Les derniers mois ont été éprouvants. Mais au-delà de la COVID-19 et des trop nombreux drames qui ont secoué le Québec, du beau a réussi à se faire une place. La Presse vous raconte quatre histoires de personnes d’exception qui ont marqué leur communauté et leur député.

Hugo Pilon-Larose
Hugo Pilon-Larose La Presse

Les commerçants, les travailleurs et les badauds qui marchent à l’angle de l’avenue du Mont-Royal et de la rue Saint-Denis ont croisé, un jour ou l’autre, Jean-Pierre Lauzon. Un poète itinérant, marginal au grand cœur, qui s’est éteint en mars dernier après avoir marqué son quartier, qui lui rend hommage.

Dans une campagne de sociofinancement présentée par l’artiste Etienne Martin, pour donner un coup de pouce à l’organisme Ma chambre, qui accompagnait « JP » Lauzon en matière de logement, on présente l’homme comme le « Cyrano des pauvres, notre Nelligan sans argent, mendiant en échange d’une rime, d’une prose, d’une cig ou d’une pause ».

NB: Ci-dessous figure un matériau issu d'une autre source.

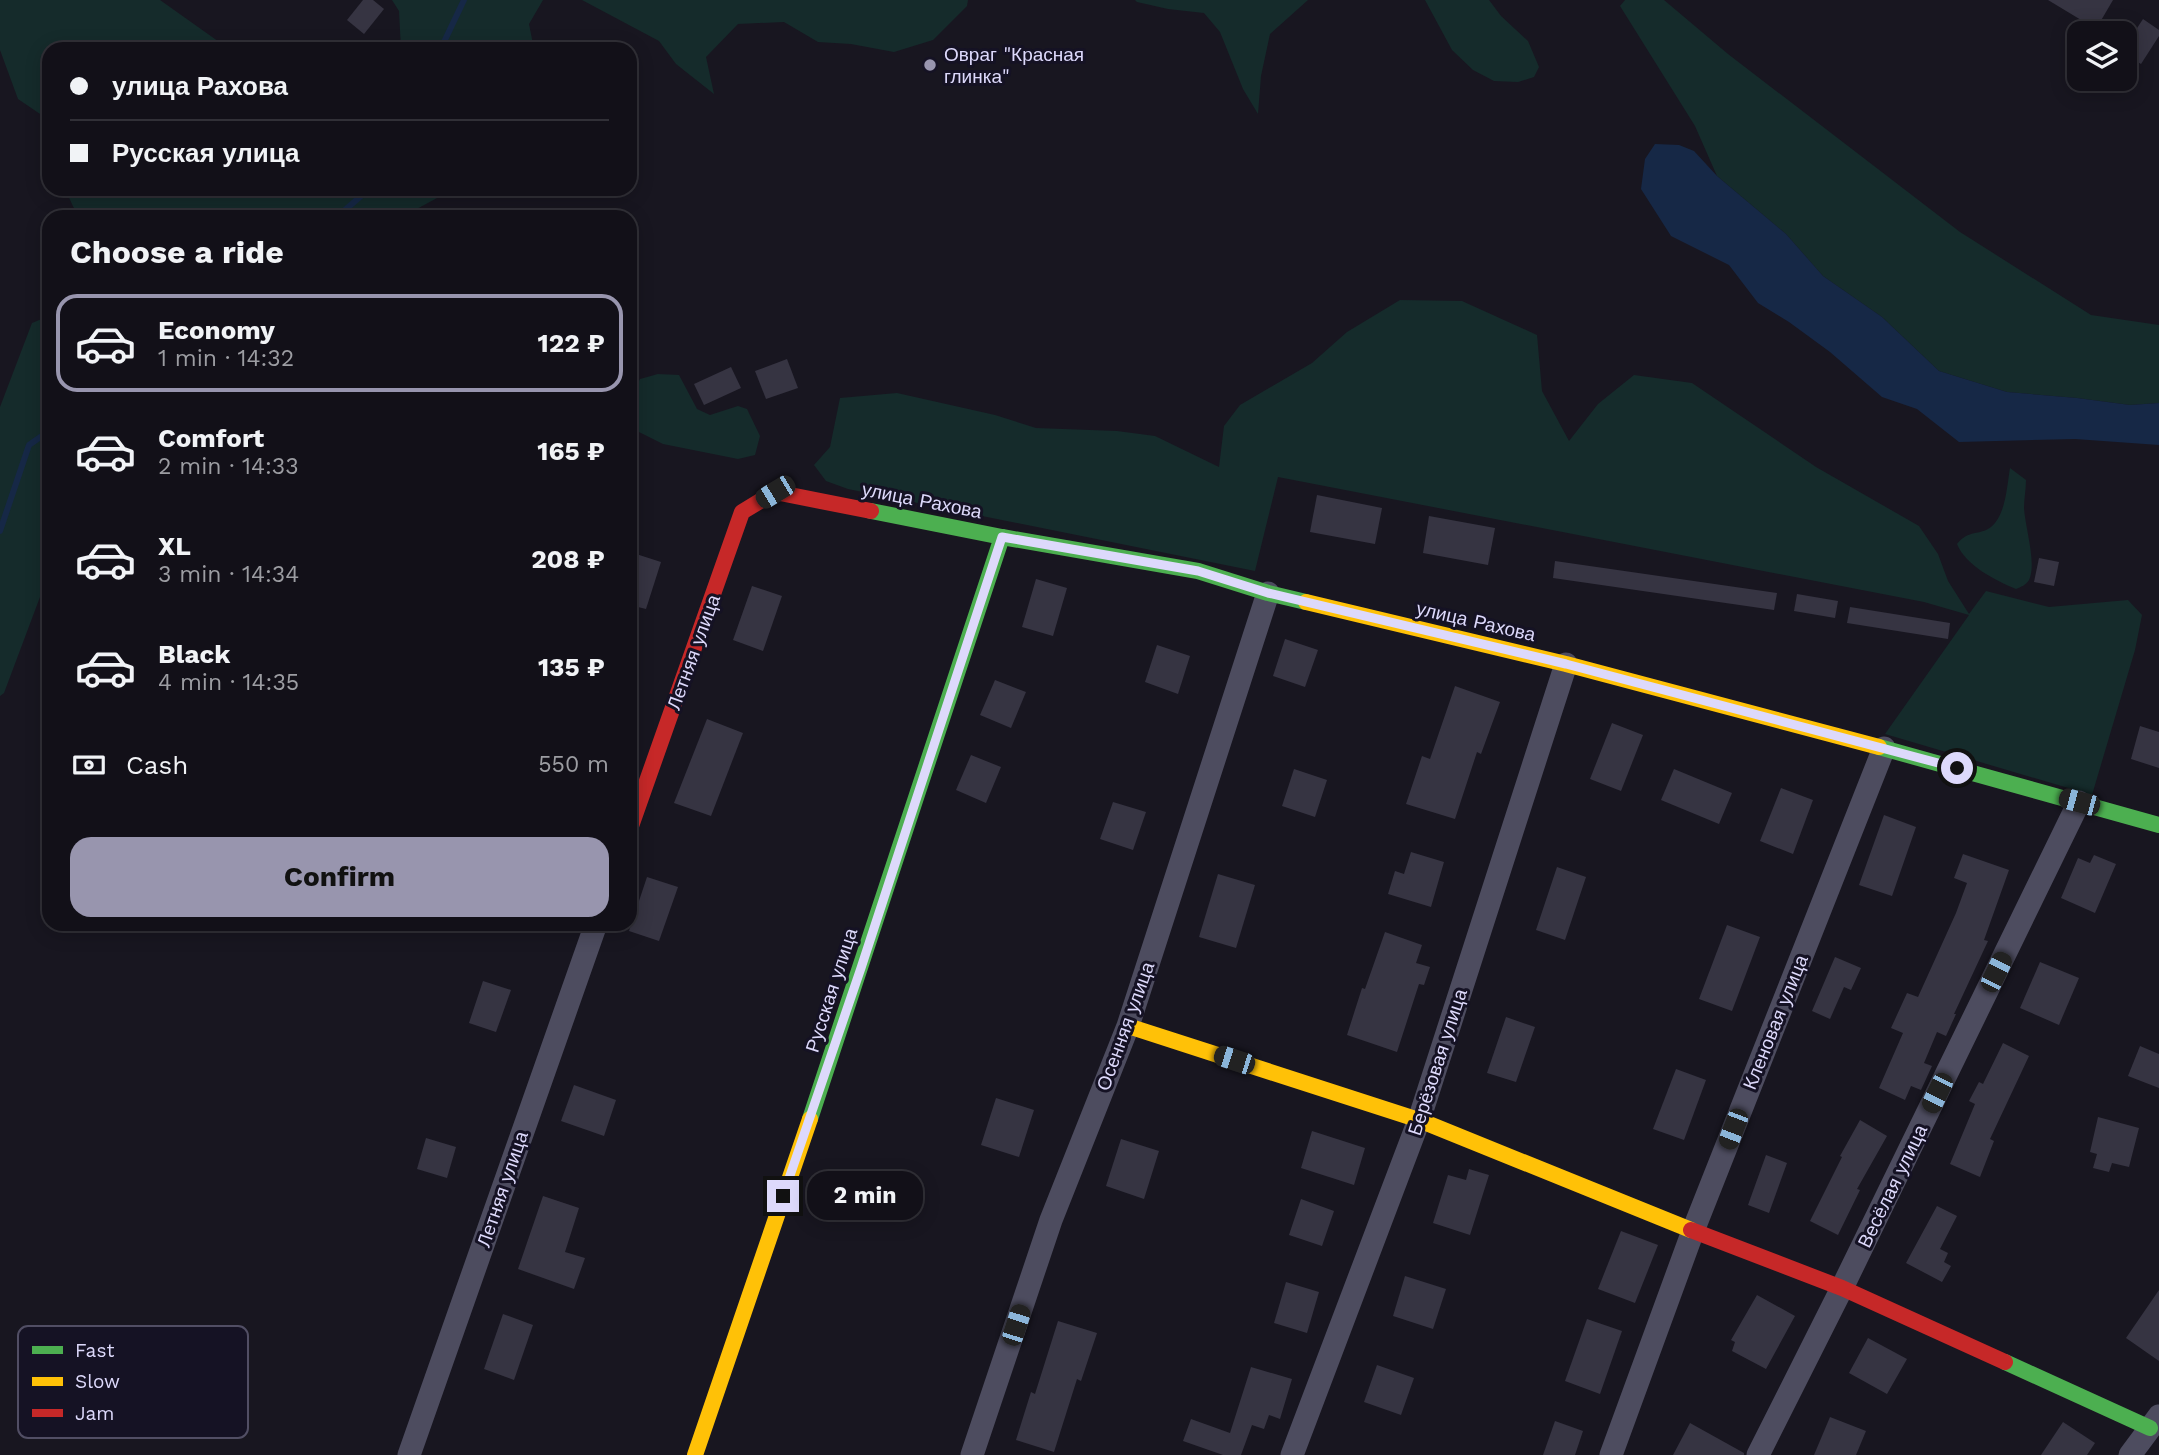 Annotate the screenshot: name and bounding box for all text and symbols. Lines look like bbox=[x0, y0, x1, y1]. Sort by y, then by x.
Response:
map controls bbox=[2067, 21, 2137, 91]
button: layers bbox=[2067, 21, 2137, 91]
place label: Овраг "Красная глинка" bbox=[944, 43, 1084, 88]
marker: Овраг "Красная глинка" bbox=[922, 57, 938, 73]
text: улица Рахова bbox=[112, 71, 288, 101]
text: Русская улица bbox=[112, 138, 300, 168]
text: Choose a ride bbox=[70, 233, 284, 271]
icon: car bbox=[74, 312, 137, 375]
text: Economy bbox=[158, 315, 275, 345]
text: 122 ₽ bbox=[537, 328, 605, 358]
text: 1 min · 14:32 bbox=[158, 345, 294, 372]
icon: car bbox=[74, 420, 137, 483]
text: Comfort bbox=[158, 423, 264, 453]
text: 165 ₽ bbox=[537, 436, 605, 466]
text: 2 min · 14:33 bbox=[158, 453, 299, 480]
car bbox=[752, 472, 799, 512]
street label: улица Рахова bbox=[860, 478, 984, 523]
icon: car bbox=[74, 528, 137, 591]
text: XL bbox=[158, 531, 191, 561]
text: 208 ₽ bbox=[531, 544, 605, 574]
text: 3 min · 14:34 bbox=[158, 561, 299, 588]
street label: Летняя улица bbox=[662, 591, 725, 713]
street label: улица Рахова bbox=[1414, 597, 1538, 646]
icon: car bbox=[74, 636, 137, 699]
text: Black bbox=[158, 639, 230, 669]
text: 135 ₽ bbox=[538, 652, 605, 682]
text: 4 min · 14:35 bbox=[158, 669, 299, 696]
icon: cash bbox=[70, 746, 108, 784]
text: Cash bbox=[126, 750, 188, 780]
text: 550 m bbox=[538, 751, 609, 778]
route start bbox=[1941, 752, 1973, 784]
car bbox=[2056, 786, 2103, 818]
button: Confirm bbox=[70, 837, 609, 917]
street label: Русская улица bbox=[801, 925, 863, 1055]
car bbox=[1978, 949, 2015, 995]
street label: Кленовая улица bbox=[1738, 951, 1813, 1093]
street label: Осенняя улица bbox=[1092, 958, 1160, 1094]
street label: Берёзовая улица bbox=[1403, 986, 1472, 1138]
car bbox=[1211, 1044, 1258, 1076]
car bbox=[1919, 1070, 1956, 1116]
car bbox=[1716, 1106, 1751, 1152]
street label: Весёлая улица bbox=[1853, 1121, 1932, 1251]
street label: Летняя улица bbox=[472, 1128, 533, 1250]
callout: 2 min bbox=[808, 1172, 923, 1220]
route end bbox=[767, 1180, 799, 1212]
text: 2 min bbox=[834, 1182, 896, 1209]
car bbox=[1000, 1302, 1033, 1348]
legend bbox=[18, 1326, 248, 1438]
text: Fast bbox=[75, 1339, 114, 1362]
text: Slow bbox=[75, 1370, 120, 1393]
text: Jam bbox=[75, 1402, 114, 1425] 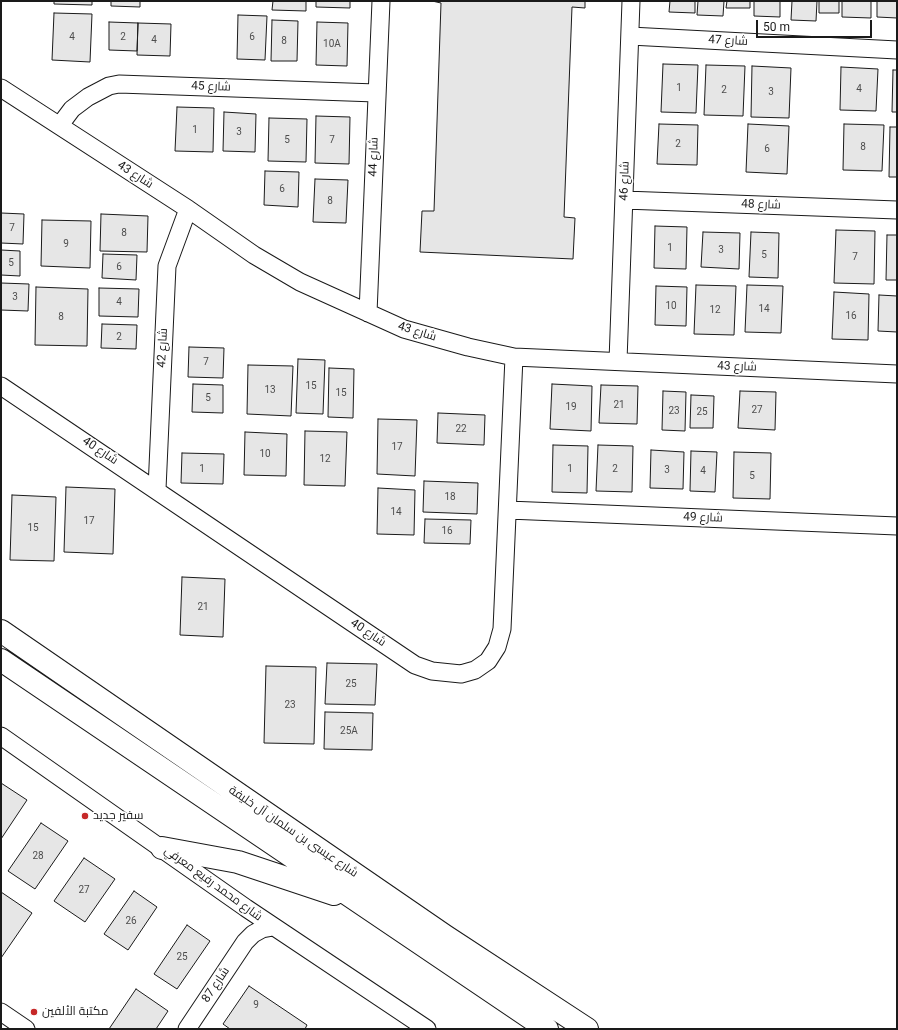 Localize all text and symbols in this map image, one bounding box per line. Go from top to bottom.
scale bar [758,12,874,38]
text: 50 m [763,20,790,34]
house number: 4 [69,31,75,43]
house number: 2 [120,31,126,43]
house number: 6 [249,31,255,43]
street label: شارع 47 [708,33,748,49]
house number: 4 [151,34,157,46]
house number: 8 [281,35,287,47]
house number: 10A [323,38,341,50]
street label: شارع 45 [191,79,231,95]
house number: 1 [676,82,682,94]
house number: 4 [856,83,862,95]
house number: 2 [721,84,727,96]
house number: 3 [768,86,774,98]
house number: 1 [192,124,198,136]
house number: 3 [236,126,242,138]
house number: 5 [284,134,290,146]
house number: 7 [329,134,335,146]
street label: شارع 44 [366,137,382,177]
house number: 2 [675,138,681,150]
house number: 8 [860,141,866,153]
house number: 6 [764,143,770,155]
street label: شارع 43 [114,158,156,192]
street label: شارع 46 [617,161,633,201]
house number: 6 [279,183,285,195]
house number: 8 [327,195,333,207]
street label: شارع 48 [741,197,781,213]
house number: 7 [9,222,15,234]
house number: 8 [121,227,127,239]
house number: 9 [63,238,69,250]
house number: 1 [667,242,673,254]
house number: 3 [718,244,724,256]
house number: 5 [761,249,767,261]
house number: 7 [852,251,858,263]
house number: 5 [8,257,14,269]
house number: 6 [116,261,122,273]
house number: 3 [12,291,18,303]
house number: 4 [116,296,122,308]
house number: 10 [665,300,677,312]
house number: 14 [758,303,770,315]
house number: 12 [709,304,721,316]
house number: 16 [845,310,857,322]
house number: 8 [58,311,64,323]
street label: شارع 43 [396,319,438,345]
street label: شارع 42 [155,328,171,368]
house number: 2 [116,331,122,343]
house number: 7 [203,356,209,368]
street label: شارع 43 [717,359,757,375]
house number: 15 [305,380,317,392]
house number: 13 [264,384,276,396]
house number: 15 [335,387,347,399]
house number: 5 [205,392,211,404]
house number: 21 [613,399,625,411]
house number: 19 [565,401,577,413]
house number: 27 [751,404,763,416]
house number: 23 [668,405,680,417]
house number: 25 [696,406,708,418]
house number: 22 [455,423,467,435]
street label: شارع 40 [80,434,120,468]
house number: 17 [391,441,403,453]
house number: 10 [259,448,271,460]
house number: 12 [319,453,331,465]
house number: 1 [199,463,205,475]
house number: 1 [567,463,573,475]
house number: 2 [612,463,618,475]
house number: 3 [664,464,670,476]
house number: 4 [700,465,706,477]
house number: 5 [749,470,755,482]
house number: 18 [444,491,456,503]
house number: 14 [390,506,402,518]
street label: شارع 49 [683,510,723,526]
house number: 17 [83,515,95,527]
house number: 15 [27,522,39,534]
house number: 16 [441,525,453,537]
house number: 21 [197,601,209,613]
street label: شارع 40 [348,616,388,650]
house number: 25 [345,678,357,690]
house number: 23 [284,699,296,711]
house number: 25A [340,725,358,737]
street label: شارع عيسى بن سلمان آل خليفة [226,783,360,881]
place label: سفير جديد [93,809,143,823]
marker: سفير جديد [80,811,90,821]
street label: شارع محمد رفيع معرفي [161,844,265,924]
house number: 28 [32,850,44,862]
house number: 27 [78,884,90,896]
house number: 26 [125,915,137,927]
house number: 25 [176,951,188,963]
street label: شارع 87 [199,965,233,1005]
house number: 9 [253,999,259,1011]
place label: مكتبة الألفين [42,1005,108,1019]
marker: مكتبة الألفين [29,1007,39,1017] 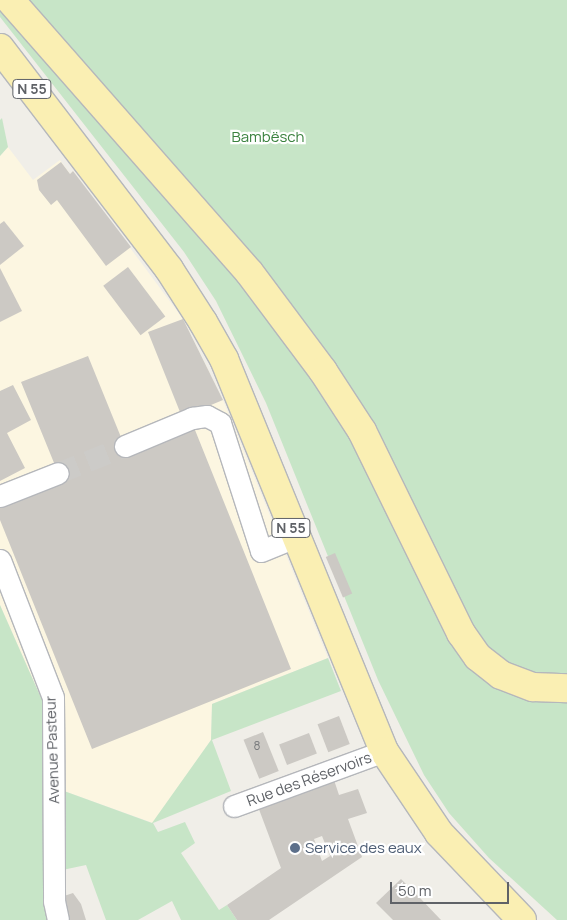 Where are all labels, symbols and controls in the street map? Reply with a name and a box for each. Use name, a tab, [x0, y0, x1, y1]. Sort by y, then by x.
road number: N 55	[12, 78, 52, 100]
park label: Bambësch	[232, 128, 304, 146]
road number: N 55	[271, 516, 311, 540]
street label: Avenue Pasteur	[41, 696, 63, 804]
house number: 8	[254, 739, 260, 753]
street label: Rue des Réservoirs	[244, 748, 374, 810]
place label: Service des eaux	[305, 839, 422, 857]
marker: Service des eaux	[289, 842, 301, 854]
scale bar	[392, 872, 511, 904]
text: 50 m	[398, 880, 432, 901] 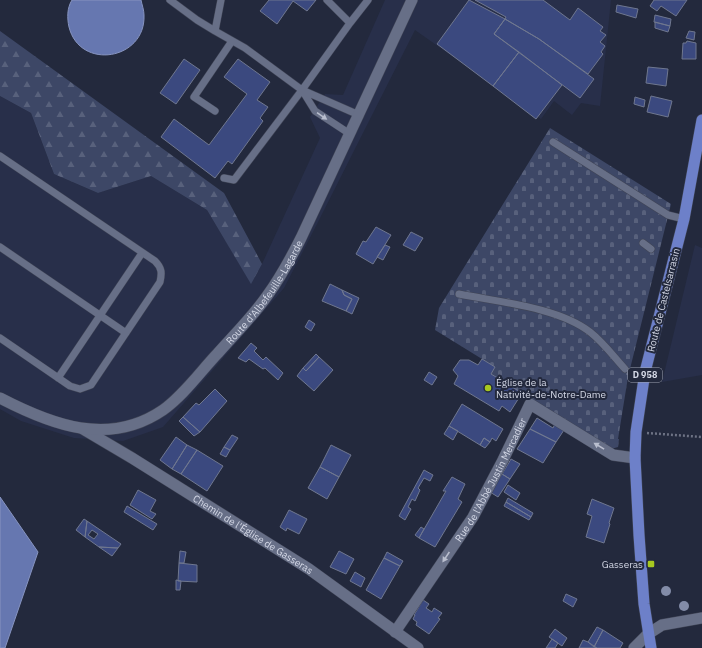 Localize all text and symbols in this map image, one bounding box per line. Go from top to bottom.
one-way arrow [316,112,328,119]
street label: Route d'Albefeuille-Lagarde [223,238,306,347]
street label: Route de Castelsarrasin [644,247,683,353]
road number: D 958 [628,368,662,382]
place label: Église de la Nativité-de-Notre-Dame [496,376,607,401]
marker: Église de la Nativité-de-Notre-Dame [483,383,493,393]
street label: Rue de l'Abbé Justin Mercadier [452,416,529,544]
one-way arrow [593,443,605,450]
street label: Chemin de l'Église de Gasseras [190,492,316,577]
one-way arrow [442,552,450,563]
place label: Gasseras [602,558,643,571]
marker: Gasseras [646,559,656,569] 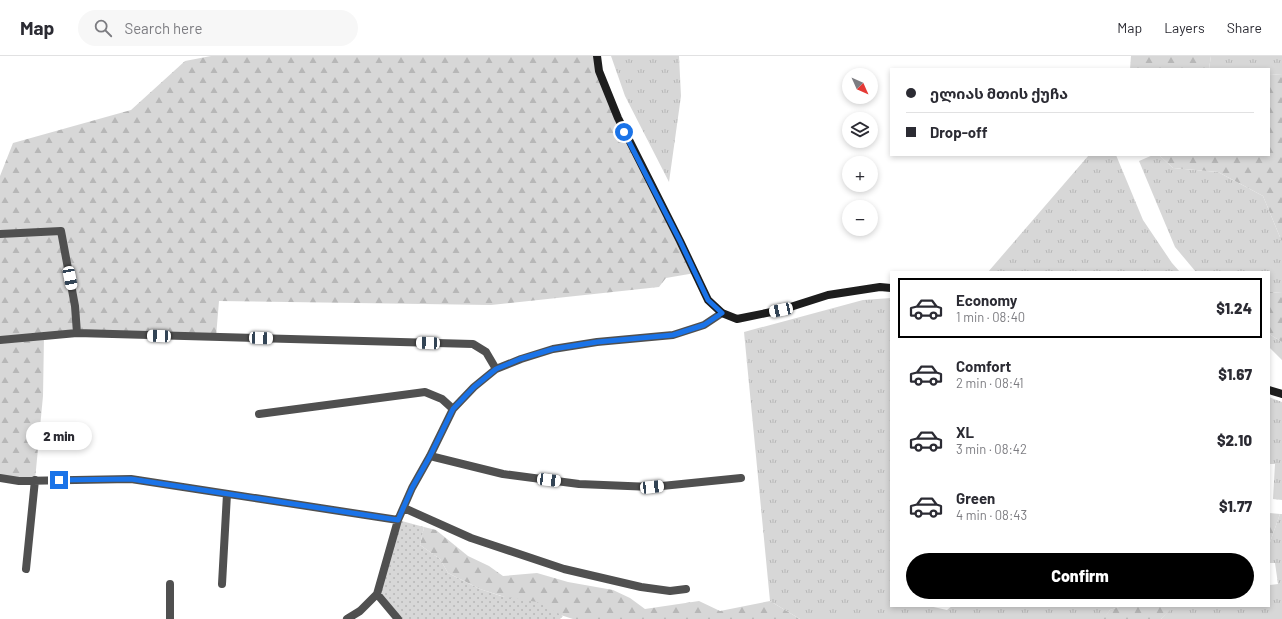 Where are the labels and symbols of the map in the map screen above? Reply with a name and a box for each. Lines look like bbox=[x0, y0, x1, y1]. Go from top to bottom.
north arrow bbox=[842, 68, 878, 104]
route start bbox=[615, 123, 633, 141]
car bbox=[62, 265, 78, 291]
car bbox=[768, 302, 794, 318]
car bbox=[147, 330, 171, 342]
car bbox=[249, 332, 273, 344]
car bbox=[416, 337, 440, 349]
callout: 2 min bbox=[26, 422, 92, 450]
route end bbox=[50, 471, 68, 489]
car bbox=[536, 473, 562, 487]
car bbox=[639, 480, 665, 494]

Au bureau de la députée de la circonscription de Mercier, Ruba Ghazal, les cœurs sont lourds. Car ses pauses de la rue, Jean-Pierre Lauzon les prenait souvent devant son ami, l’attaché politique Gautier Langevin.

C’est comme si tu avais perdu un membre de ta famille. Tu étais comme son fils spirituel, ou c’est lui qui était ton fils spirituel. On ne le savait plus parfois.

La députée Ruba Ghazal, en s’adressant à son attaché politique Gautier Langevin

« Jean-Pierre, il avait la capacité extraordinaire de venir te prendre par les émotions et de ne pas te lâcher, répond-il. C’était un être vraiment spécial qui n’était vraiment pas fait pour le monde dans lequel il vivait. C’était très frustrant d’avoir pleinement conscience qu’on ne pourrait jamais vraiment l’aider, parce que ce qu’il demandait, c’était d’avoir un univers qui lui ressemblait. Mais cet univers n’existe pas. »

Un impact même après sa mort

Pendant sa vie et même depuis sa mort, Jean-Pierre Lauzon a alimenté les réflexions sur la question complexe de l’itinérance. C’est en pensant à lui que l’équipe de la députée travaille ces jours-ci sur cet enjeu, qui a plus que jamais fait les manchettes depuis le début de la pandémie.

Julien Landry-Martineau est intervenant communautaire à Ma chambre. L’organisme, qui a 10 bâtiments et 225 logements dans les arrondissements du Plateau-Mont-Royal et de Ville-Marie, à Montréal, aide les personnes vivant en situation financière précaire en matière de logement.

« Tout le monde parle de Jean-Pierre comme d’un itinérant, mais il faudrait qu’on définisse ce qu’est un itinérant, parce que Jean-Pierre n’était plus itinérant depuis cinq ans. Je pense que Jean-Pierre nous prouve que l’itinérance transcende le simple fait de se loger. Parfois, tu peux sortir le gars de la rue, mais tu ne peux pas sortir la rue du gars », affirme-t-il.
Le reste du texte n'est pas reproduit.